Introduce il giornalista Nicola Garofano e interviene la sorella e attrice Antonella Morea accompagnata al piano dal maestro Vittorio Cataldi.
Un incontro non solo per parlare del libro, ma per riscoprire un legame forte tra due sorelle, grandi interpreti di spicco della scena culturale napoletana
Racconta Antonella: «Questo è un libro che mia sorella definiva fantasy per ragazzi, ma io credo sia un bel messaggio per gli adulti, in questo tempo dove la guerra distrugge tutto. Solo chi è puro, come lo sono i ragazzi, può essere messaggero di pace e portatore sano di sogni».
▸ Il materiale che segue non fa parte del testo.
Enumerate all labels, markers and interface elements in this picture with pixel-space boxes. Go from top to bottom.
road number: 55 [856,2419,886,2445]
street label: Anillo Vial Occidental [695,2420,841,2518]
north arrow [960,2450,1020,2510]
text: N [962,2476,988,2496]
Ci troviamo in Europa, la Seconda guerra mondiale è alle porte, Katy, Sal e Rosarina sono poco più che ragazzini, vivono in posti diversi e non si conoscono, ognuno di loro segue impotente le drammatiche vicissitudini familiari segnate violentemente dal conflitto. Sono troppo piccoli per capire e i grandi, posti davanti a complicate decisioni, li tengono protetti nella loro immacolata innocenza. Ma un giorno ai tre ragazzi fa visita uno strambo individuo, Angel, che si presenta a bordo di un aquilone. Consegna loro un’antica pergamena sulla quale sono incisi delle parole di Shakespeare. I ragazzi sono confusi, non capiscono, tornano alle loro vite convinti di avere solo sognato. Finché una notte Angel si ripresenta chiedendo loro di seguirli: saranno così catapultati in un mondo fatato, quello del Sogno di una notte di mezza estate; qui affronteranno una rocambolesca avventura con il compito di lottare contro i malvagi e ripristinare la quiete e la pace in un mondo che li accoglie come protagonisti. Metafora del conflitto mondiale, la narrazione suggerisce che al male va sempre opposto il bene e che è nei ragazzi e nella letteratura che si può ritrovare l’umanità che gli adulti sembrano avere smarrito.
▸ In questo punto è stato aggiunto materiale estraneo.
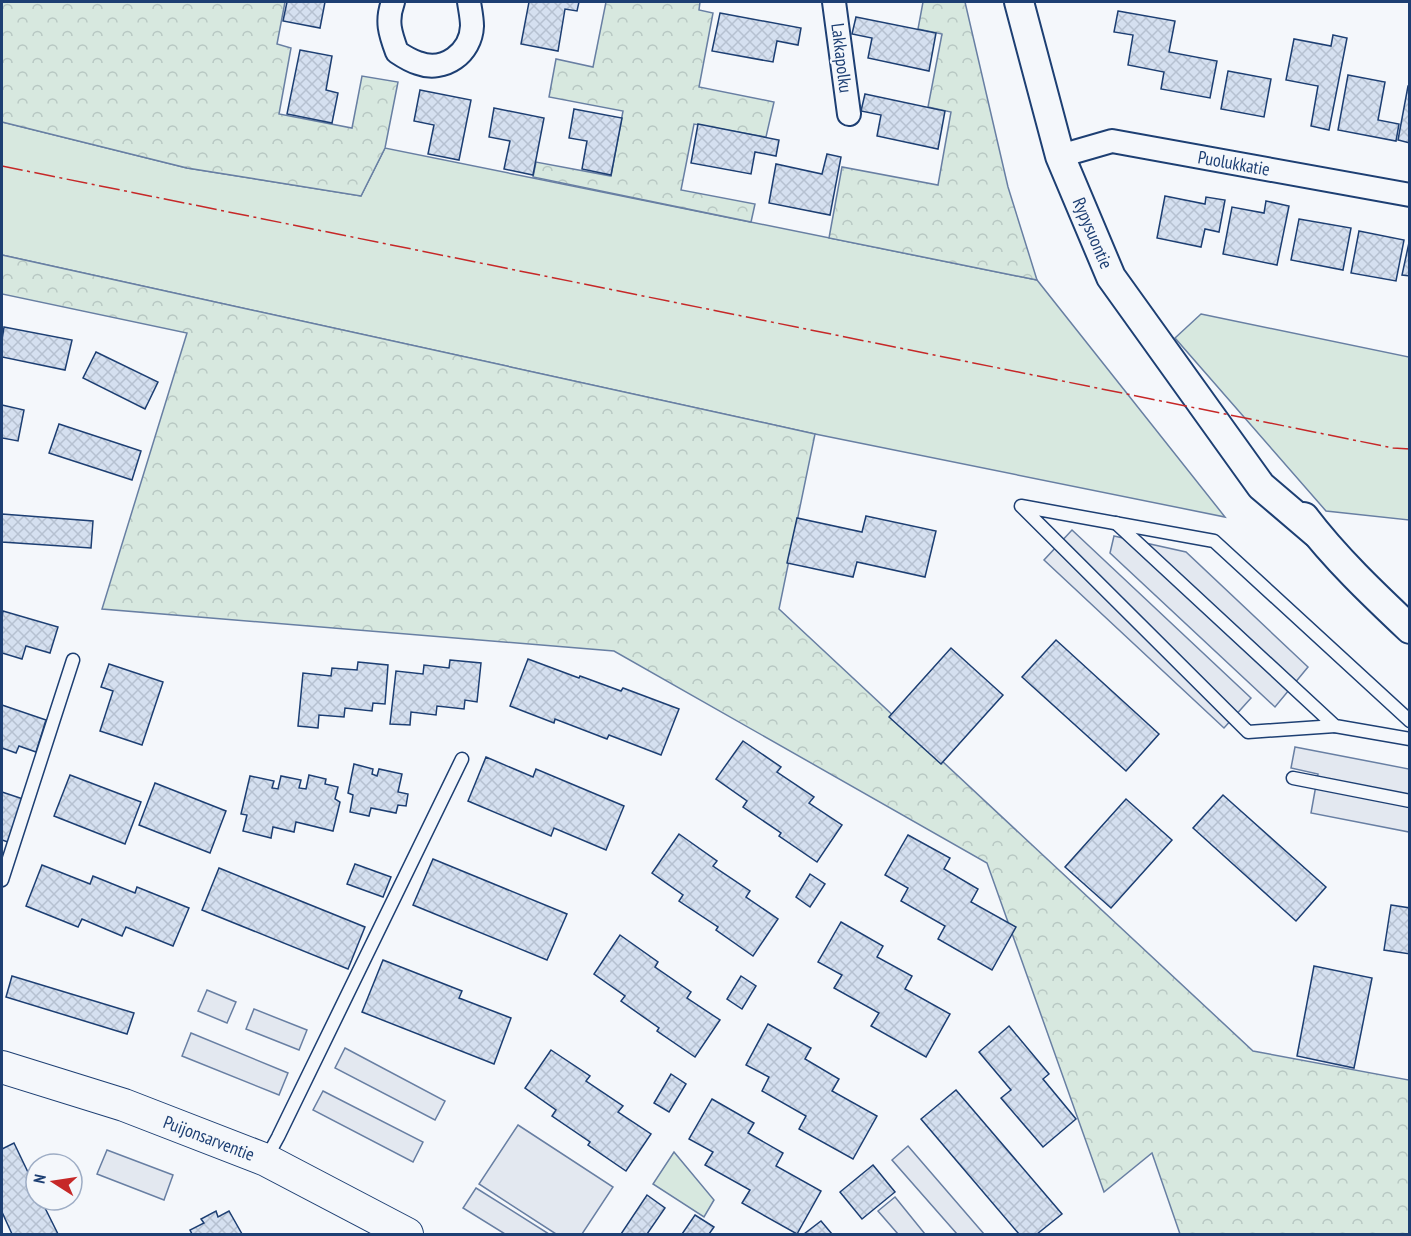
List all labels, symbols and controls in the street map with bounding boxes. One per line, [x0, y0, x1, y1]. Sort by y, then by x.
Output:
street label: Lakkapolku [826, 22, 858, 94]
street label: Puolukkatie [1196, 145, 1272, 181]
street label: Rypysuontie [1068, 194, 1118, 272]
street label: Puijonsarventie [160, 1110, 258, 1166]
north arrow [24, 1152, 84, 1212]
text: N [29, 1173, 50, 1185]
Delia Morea (Napoli 1952-2020), scrittrice e giornalista, autrice di romanzi, racconti, saggi e pièces per il teatro. Nel 2002 vince la seconda edizione del premio letterario Anna Maria Ortese, nel 2004 è stata finalista al premio teatrale Napoli Drammaturgia Festival.
Ha pubblicato, tra gli altri, i saggi: Lazzari e Scugnizzi di Napoli, I Briganti Napoletani, Vittorio De Sica. L’uomo, l’attore, il regista, Storie pubbliche e private delle famiglie teatrali napoletane, la raccolta di testi teatrali La Voce delle mani, con la prefazione di Enzo Moscato. Con Avagliano editore ha pubblicato i romanzi: Quelli che c’erano (2007), Una terra imperfetta (2013). Il suo ultimo libro Romanzo in bianco e nero (Avagliano 2019) è stato candidato al Premio Strega 2019.
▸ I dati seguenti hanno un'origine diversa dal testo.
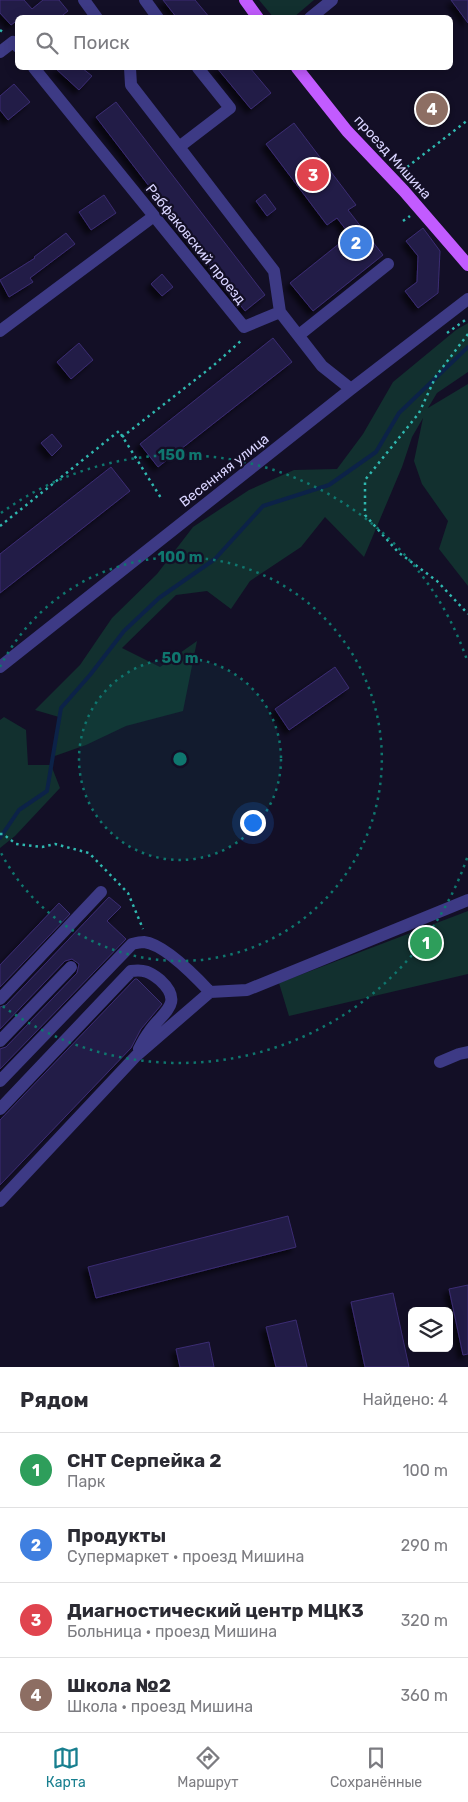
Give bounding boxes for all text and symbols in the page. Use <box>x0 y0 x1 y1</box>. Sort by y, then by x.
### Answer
search box <box>15 15 453 70</box>
icon: search <box>33 29 61 57</box>
text: Поиск <box>73 31 130 54</box>
pin: 4 <box>416 90 448 128</box>
street label: проезд Мишина <box>351 112 435 203</box>
pin: 3 <box>297 156 329 194</box>
street label: Рабфаковский проезд <box>142 181 249 308</box>
pin: 2 <box>340 224 372 262</box>
street label: Весенняя улица <box>176 430 272 511</box>
text: 150 m <box>158 446 202 464</box>
text: 100 m <box>158 548 202 566</box>
text: 50 m <box>162 649 198 667</box>
centre of rings <box>171 750 189 768</box>
your location <box>240 810 266 836</box>
pin: 1 <box>410 924 442 962</box>
map controls <box>408 1307 453 1352</box>
button: layers <box>408 1307 453 1352</box>
text: Рядом <box>20 1387 89 1412</box>
text: Найдено: 4 <box>363 1390 448 1409</box>
text: СНТ Серпейка 2 <box>67 1449 222 1472</box>
text: 1 <box>32 1461 40 1480</box>
text: 100 m <box>403 1461 448 1480</box>
text: Парк <box>67 1472 105 1491</box>
text: Продукты <box>67 1524 166 1547</box>
text: 2 <box>31 1536 41 1555</box>
text: 290 m <box>401 1536 448 1555</box>
text: Супермаркет · проезд Мишина <box>67 1547 304 1566</box>
text: Диагностический центр МЦК3 <box>67 1599 364 1622</box>
text: 3 <box>31 1611 41 1630</box>
text: 320 m <box>401 1611 448 1630</box>
text: Больница · проезд Мишина <box>67 1622 277 1641</box>
text: Школа №2 <box>67 1674 171 1697</box>
text: 4 <box>31 1686 41 1705</box>
text: 360 m <box>400 1686 448 1705</box>
text: Школа · проезд Мишина <box>67 1697 253 1716</box>
tab: Карта <box>46 1744 86 1791</box>
tab: Маршрут <box>177 1744 238 1791</box>
tab: Сохранённые <box>330 1744 422 1791</box>

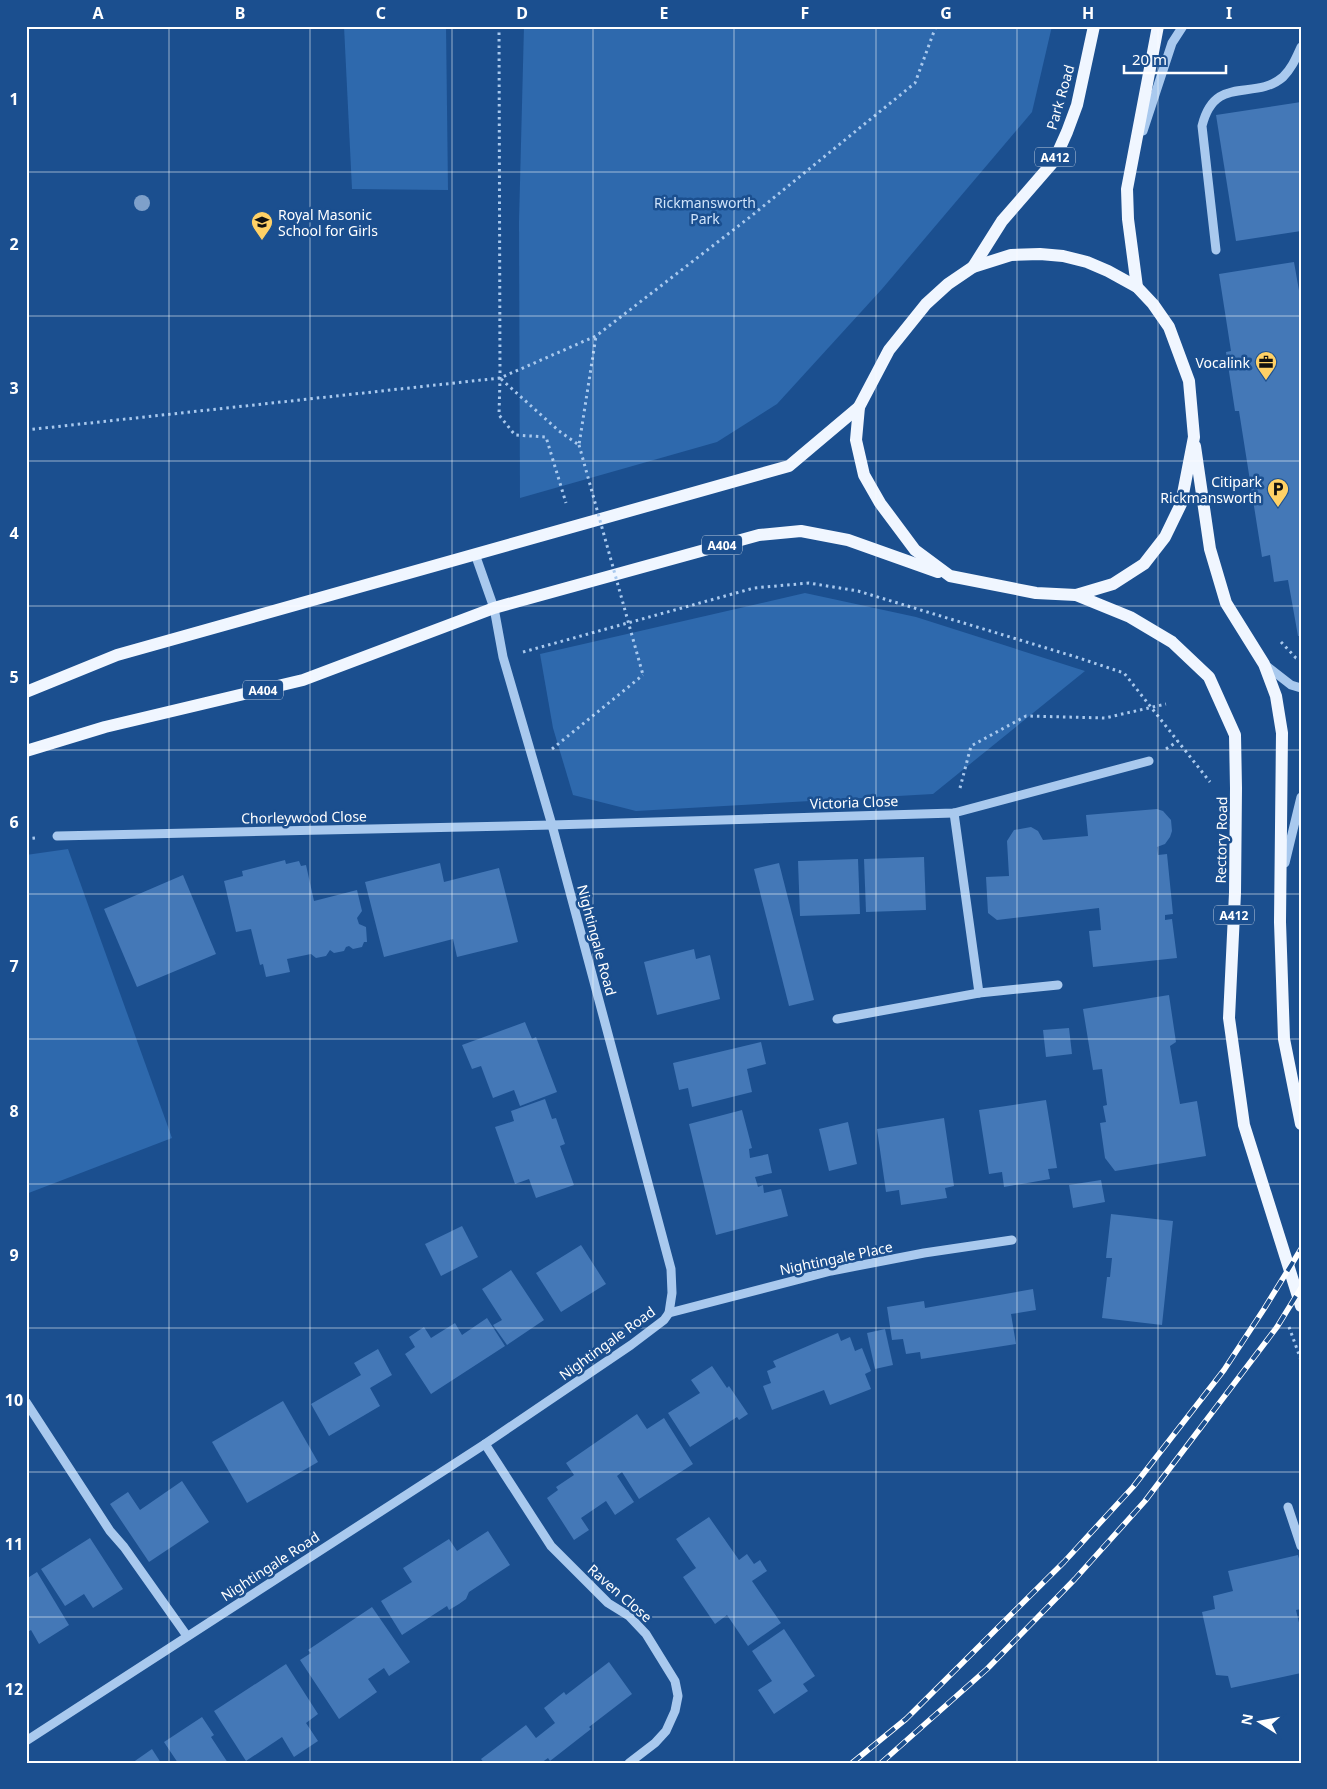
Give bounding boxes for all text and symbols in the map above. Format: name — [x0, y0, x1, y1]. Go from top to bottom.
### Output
text: A — [92, 2, 104, 24]
text: B — [235, 2, 245, 24]
text: C — [376, 2, 386, 24]
text: D — [516, 2, 528, 24]
text: E — [660, 2, 669, 24]
text: F — [801, 2, 809, 24]
text: G — [940, 2, 952, 24]
text: H — [1082, 2, 1094, 24]
text: I — [1226, 2, 1232, 24]
scale bar — [1124, 42, 1227, 74]
text: 20 m — [1132, 49, 1167, 69]
street label: Park Road — [1042, 62, 1078, 132]
text: 1 — [9, 88, 19, 110]
road number: A412 — [1035, 148, 1075, 166]
park label: Rickmansworth Park — [654, 193, 756, 228]
place label: Royal Masonic School for Girls — [278, 205, 378, 240]
school or university icon: Royal Masonic School for Girls — [250, 210, 274, 241]
text: 2 — [9, 233, 19, 255]
office icon: Vocalink — [1254, 350, 1278, 381]
place label: Vocalink — [1195, 353, 1251, 372]
text: 3 — [9, 377, 19, 399]
place label: Citipark Rickmansworth — [1160, 472, 1263, 507]
parking icon: Citipark Rickmansworth — [1266, 477, 1290, 508]
text: 4 — [9, 522, 19, 544]
road number: A404 — [702, 536, 742, 554]
text: 5 — [9, 666, 19, 688]
road number: A404 — [243, 680, 283, 700]
street label: Victoria Close — [809, 791, 899, 813]
street label: Rectory Road — [1211, 796, 1231, 884]
street label: Chorleywood Close — [241, 806, 367, 828]
text: 6 — [9, 811, 19, 833]
street label: Nightingale Road — [573, 882, 621, 998]
road number: A412 — [1214, 906, 1254, 924]
text: 7 — [9, 955, 19, 977]
text: 8 — [9, 1100, 19, 1122]
street label: Nightingale Place — [778, 1237, 894, 1279]
text: 9 — [9, 1244, 19, 1266]
street label: Nightingale Road — [555, 1302, 659, 1384]
text: 10 — [5, 1389, 23, 1411]
street label: Nightingale Road — [217, 1527, 323, 1605]
text: 11 — [5, 1533, 23, 1555]
street label: Raven Close — [584, 1560, 656, 1626]
text: 12 — [5, 1678, 23, 1700]
north arrow — [1234, 1696, 1284, 1746]
text: N — [1236, 1712, 1257, 1727]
Avagliano ediotre/ Here is Delia Morea’s posthumous book “A race towards the wind.” It is being presented by her sister (actress) Antonella at Sport Club Oplonti

A bit of Delia Morea. Her literary world resurfaces after her sudden death that left a trail of grief. On Friday, June 30, at 7:30 p.m. at the Oplonti Sport Club, her posthumous book, Una corsa verso il vento (Avagliano Editore), will be presented as part of the second edition of La settimana dello scrittore, in memory of Michele Prisco, conceived and organized by Rosaria Vitulano and Fabio Cannavale’s Libertà bookstore (June 26-July 1).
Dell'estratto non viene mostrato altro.